In the copy, include every entry exactly but none of its images.

SOURCE DATA START

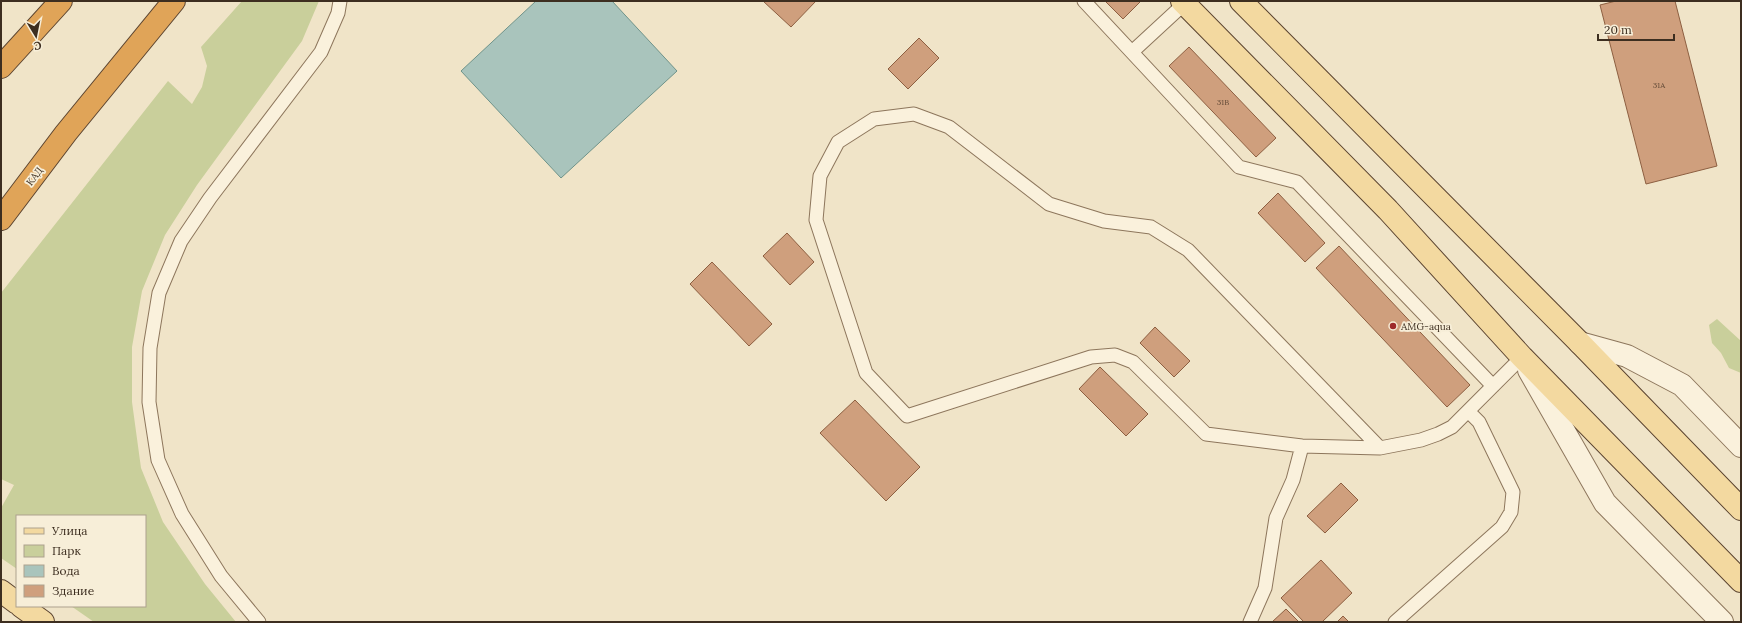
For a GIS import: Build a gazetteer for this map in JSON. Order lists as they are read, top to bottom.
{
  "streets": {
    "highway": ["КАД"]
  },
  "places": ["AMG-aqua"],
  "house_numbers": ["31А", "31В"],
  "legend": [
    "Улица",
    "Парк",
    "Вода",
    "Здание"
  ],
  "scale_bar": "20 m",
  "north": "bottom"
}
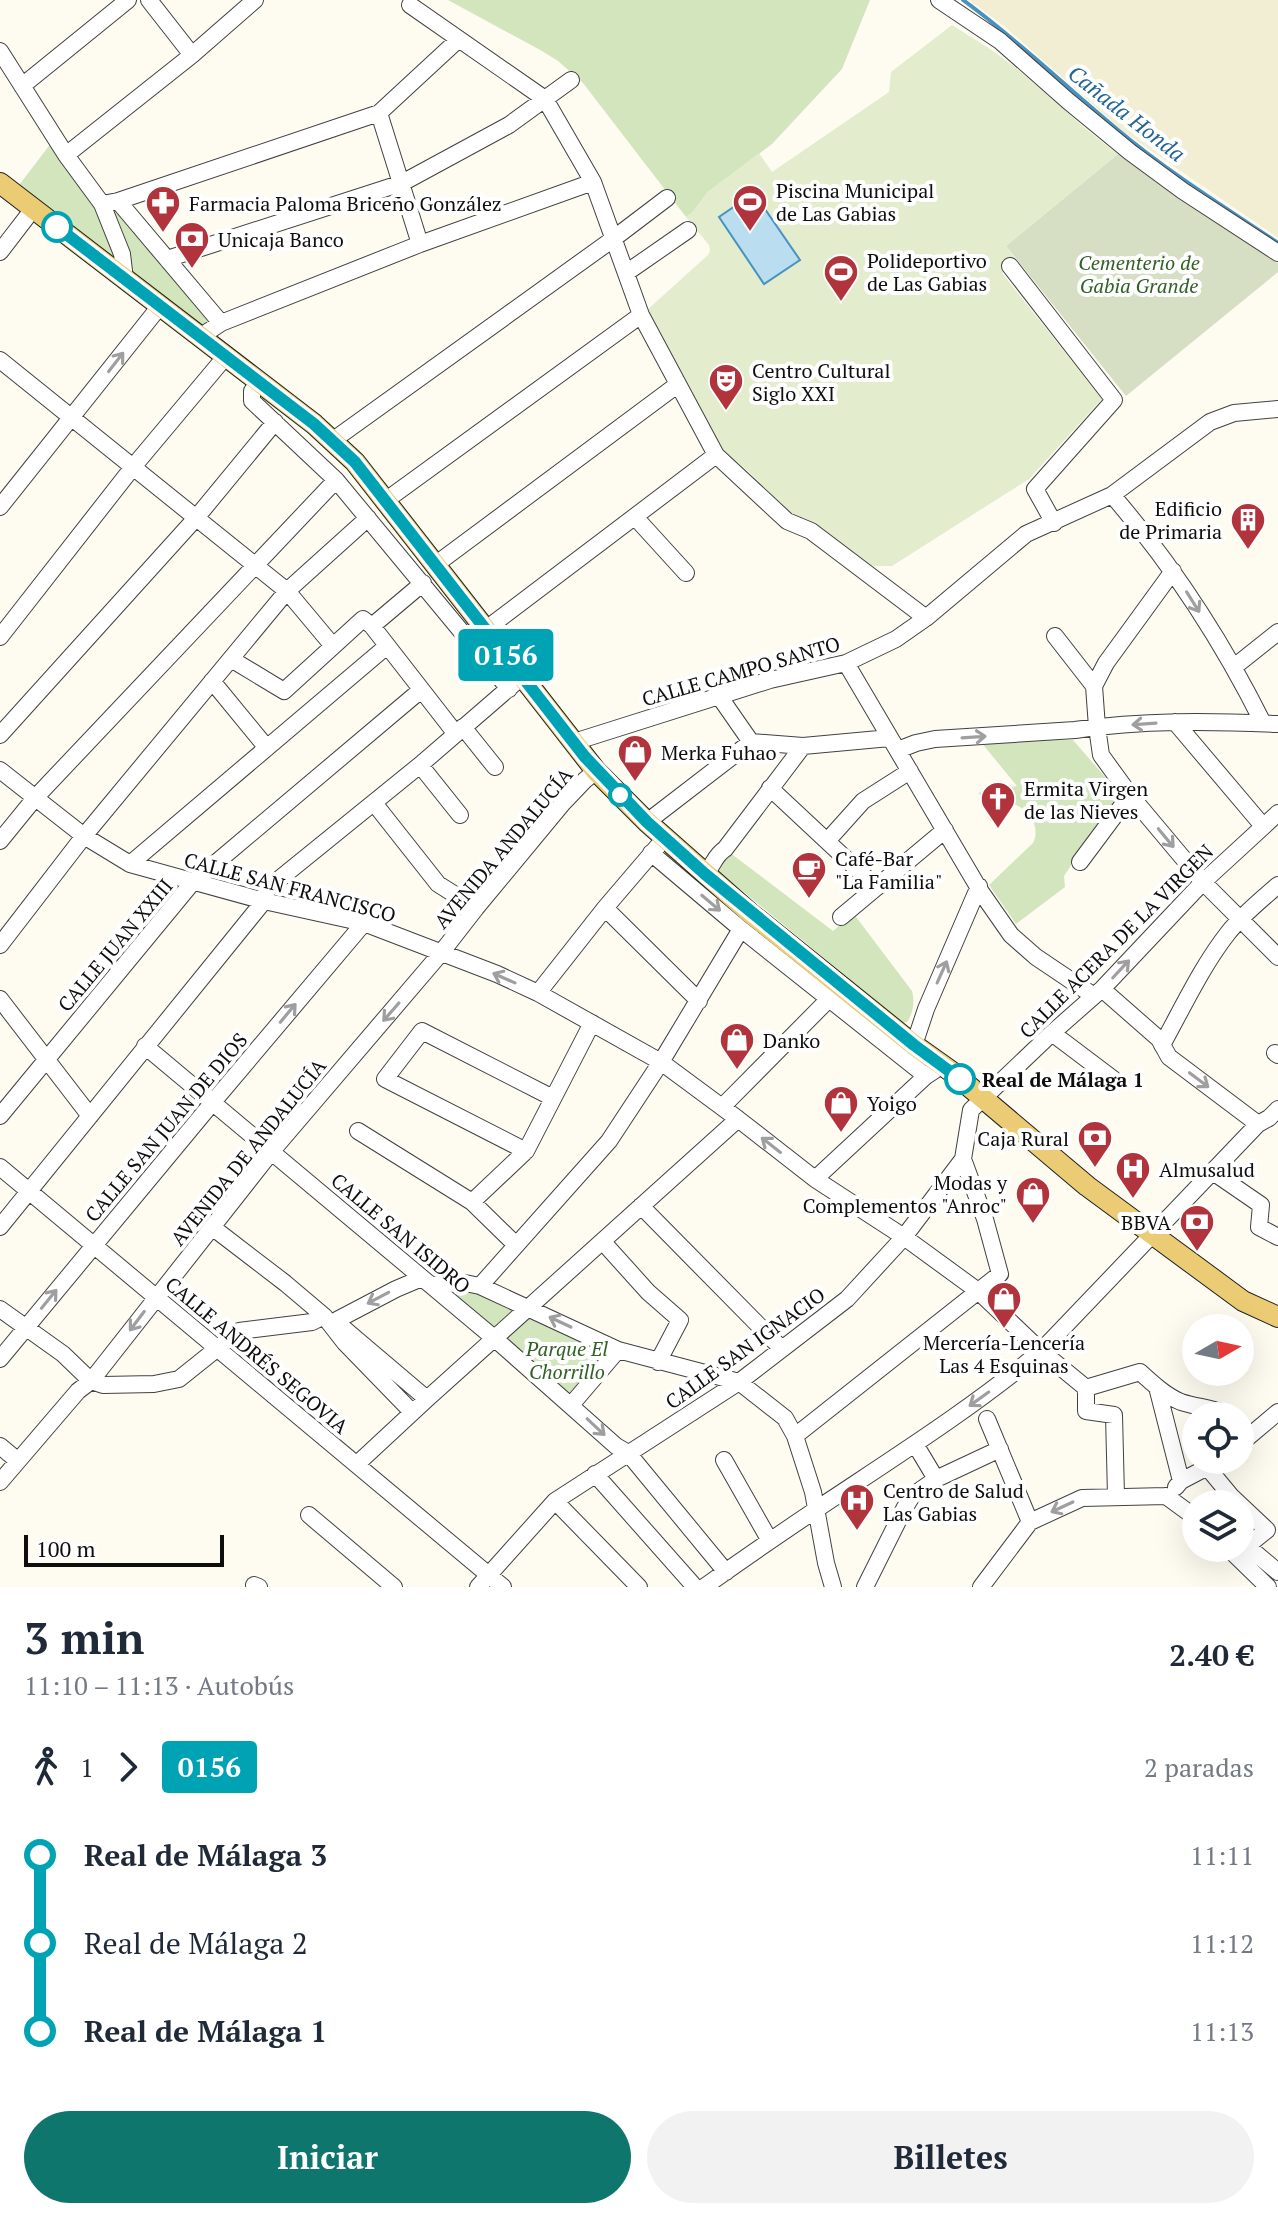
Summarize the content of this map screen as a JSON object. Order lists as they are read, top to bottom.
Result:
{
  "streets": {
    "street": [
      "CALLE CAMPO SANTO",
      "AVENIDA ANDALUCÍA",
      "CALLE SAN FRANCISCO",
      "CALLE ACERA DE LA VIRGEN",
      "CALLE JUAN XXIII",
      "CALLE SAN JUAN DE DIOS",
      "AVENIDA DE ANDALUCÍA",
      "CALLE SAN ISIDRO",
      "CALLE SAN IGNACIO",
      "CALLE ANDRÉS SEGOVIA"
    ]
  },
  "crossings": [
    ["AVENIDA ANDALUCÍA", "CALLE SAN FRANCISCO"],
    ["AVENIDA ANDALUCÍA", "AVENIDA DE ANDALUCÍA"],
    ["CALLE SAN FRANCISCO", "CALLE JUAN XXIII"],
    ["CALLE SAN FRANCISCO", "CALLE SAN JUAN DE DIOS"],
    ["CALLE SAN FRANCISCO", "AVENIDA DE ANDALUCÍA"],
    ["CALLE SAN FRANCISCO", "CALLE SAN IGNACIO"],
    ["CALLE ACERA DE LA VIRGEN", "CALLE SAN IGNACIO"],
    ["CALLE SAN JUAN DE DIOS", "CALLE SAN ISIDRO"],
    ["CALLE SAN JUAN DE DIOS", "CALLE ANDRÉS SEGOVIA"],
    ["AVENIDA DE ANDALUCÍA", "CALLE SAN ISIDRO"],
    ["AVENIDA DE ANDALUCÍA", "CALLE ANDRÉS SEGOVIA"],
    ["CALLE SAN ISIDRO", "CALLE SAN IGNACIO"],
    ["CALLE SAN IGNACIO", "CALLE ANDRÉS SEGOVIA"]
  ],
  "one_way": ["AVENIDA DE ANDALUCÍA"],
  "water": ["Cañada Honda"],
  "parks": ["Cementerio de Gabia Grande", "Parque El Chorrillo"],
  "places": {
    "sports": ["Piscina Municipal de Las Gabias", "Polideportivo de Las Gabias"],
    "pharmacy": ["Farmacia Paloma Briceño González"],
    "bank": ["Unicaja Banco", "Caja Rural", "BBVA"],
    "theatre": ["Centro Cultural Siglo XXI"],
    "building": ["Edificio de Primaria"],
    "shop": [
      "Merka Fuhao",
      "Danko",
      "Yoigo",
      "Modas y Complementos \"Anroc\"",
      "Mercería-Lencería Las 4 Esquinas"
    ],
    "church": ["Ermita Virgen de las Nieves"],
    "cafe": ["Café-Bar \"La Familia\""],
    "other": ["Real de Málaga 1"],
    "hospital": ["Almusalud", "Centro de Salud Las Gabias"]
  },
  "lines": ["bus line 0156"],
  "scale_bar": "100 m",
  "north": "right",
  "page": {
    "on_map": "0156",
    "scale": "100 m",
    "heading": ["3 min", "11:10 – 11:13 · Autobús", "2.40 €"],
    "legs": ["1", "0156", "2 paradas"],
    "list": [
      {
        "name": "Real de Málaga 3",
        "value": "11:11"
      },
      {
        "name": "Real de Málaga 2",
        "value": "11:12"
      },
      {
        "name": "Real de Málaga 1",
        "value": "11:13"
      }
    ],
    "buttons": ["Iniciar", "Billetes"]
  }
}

SOURCE DATA END

> [RESPONSE TO THIS EXERCISE]:
For a GIS import: Build a gazetteer for this map in JSON. Order lists as they are read, top to bottom.
{
  "streets": {
    "highway": ["КАД"]
  },
  "places": ["AMG-aqua"],
  "house_numbers": ["31А", "31В"],
  "legend": [
    "Улица",
    "Парк",
    "Вода",
    "Здание"
  ],
  "scale_bar": "20 m",
  "north": "bottom"
}
Summarize the content of this map screen as a JSON object. Order lists as they are read, top to bottom.
Result:
{
  "streets": {
    "street": [
      "CALLE CAMPO SANTO",
      "AVENIDA ANDALUCÍA",
      "CALLE SAN FRANCISCO",
      "CALLE ACERA DE LA VIRGEN",
      "CALLE JUAN XXIII",
      "CALLE SAN JUAN DE DIOS",
      "AVENIDA DE ANDALUCÍA",
      "CALLE SAN ISIDRO",
      "CALLE SAN IGNACIO",
      "CALLE ANDRÉS SEGOVIA"
    ]
  },
  "crossings": [
    ["AVENIDA ANDALUCÍA", "CALLE SAN FRANCISCO"],
    ["AVENIDA ANDALUCÍA", "AVENIDA DE ANDALUCÍA"],
    ["CALLE SAN FRANCISCO", "CALLE JUAN XXIII"],
    ["CALLE SAN FRANCISCO", "CALLE SAN JUAN DE DIOS"],
    ["CALLE SAN FRANCISCO", "AVENIDA DE ANDALUCÍA"],
    ["CALLE SAN FRANCISCO", "CALLE SAN IGNACIO"],
    ["CALLE ACERA DE LA VIRGEN", "CALLE SAN IGNACIO"],
    ["CALLE SAN JUAN DE DIOS", "CALLE SAN ISIDRO"],
    ["CALLE SAN JUAN DE DIOS", "CALLE ANDRÉS SEGOVIA"],
    ["AVENIDA DE ANDALUCÍA", "CALLE SAN ISIDRO"],
    ["AVENIDA DE ANDALUCÍA", "CALLE ANDRÉS SEGOVIA"],
    ["CALLE SAN ISIDRO", "CALLE SAN IGNACIO"],
    ["CALLE SAN IGNACIO", "CALLE ANDRÉS SEGOVIA"]
  ],
  "one_way": ["AVENIDA DE ANDALUCÍA"],
  "water": ["Cañada Honda"],
  "parks": ["Cementerio de Gabia Grande", "Parque El Chorrillo"],
  "places": {
    "sports": ["Piscina Municipal de Las Gabias", "Polideportivo de Las Gabias"],
    "pharmacy": ["Farmacia Paloma Briceño González"],
    "bank": ["Unicaja Banco", "Caja Rural", "BBVA"],
    "theatre": ["Centro Cultural Siglo XXI"],
    "building": ["Edificio de Primaria"],
    "shop": [
      "Merka Fuhao",
      "Danko",
      "Yoigo",
      "Modas y Complementos \"Anroc\"",
      "Mercería-Lencería Las 4 Esquinas"
    ],
    "church": ["Ermita Virgen de las Nieves"],
    "cafe": ["Café-Bar \"La Familia\""],
    "other": ["Real de Málaga 1"],
    "hospital": ["Almusalud", "Centro de Salud Las Gabias"]
  },
  "lines": ["bus line 0156"],
  "scale_bar": "100 m",
  "north": "right",
  "page": {
    "on_map": "0156",
    "scale": "100 m",
    "heading": ["3 min", "11:10 – 11:13 · Autobús", "2.40 €"],
    "legs": ["1", "0156", "2 paradas"],
    "list": [
      {
        "name": "Real de Málaga 3",
        "value": "11:11"
      },
      {
        "name": "Real de Málaga 2",
        "value": "11:12"
      },
      {
        "name": "Real de Málaga 1",
        "value": "11:13"
      }
    ],
    "buttons": ["Iniciar", "Billetes"]
  }
}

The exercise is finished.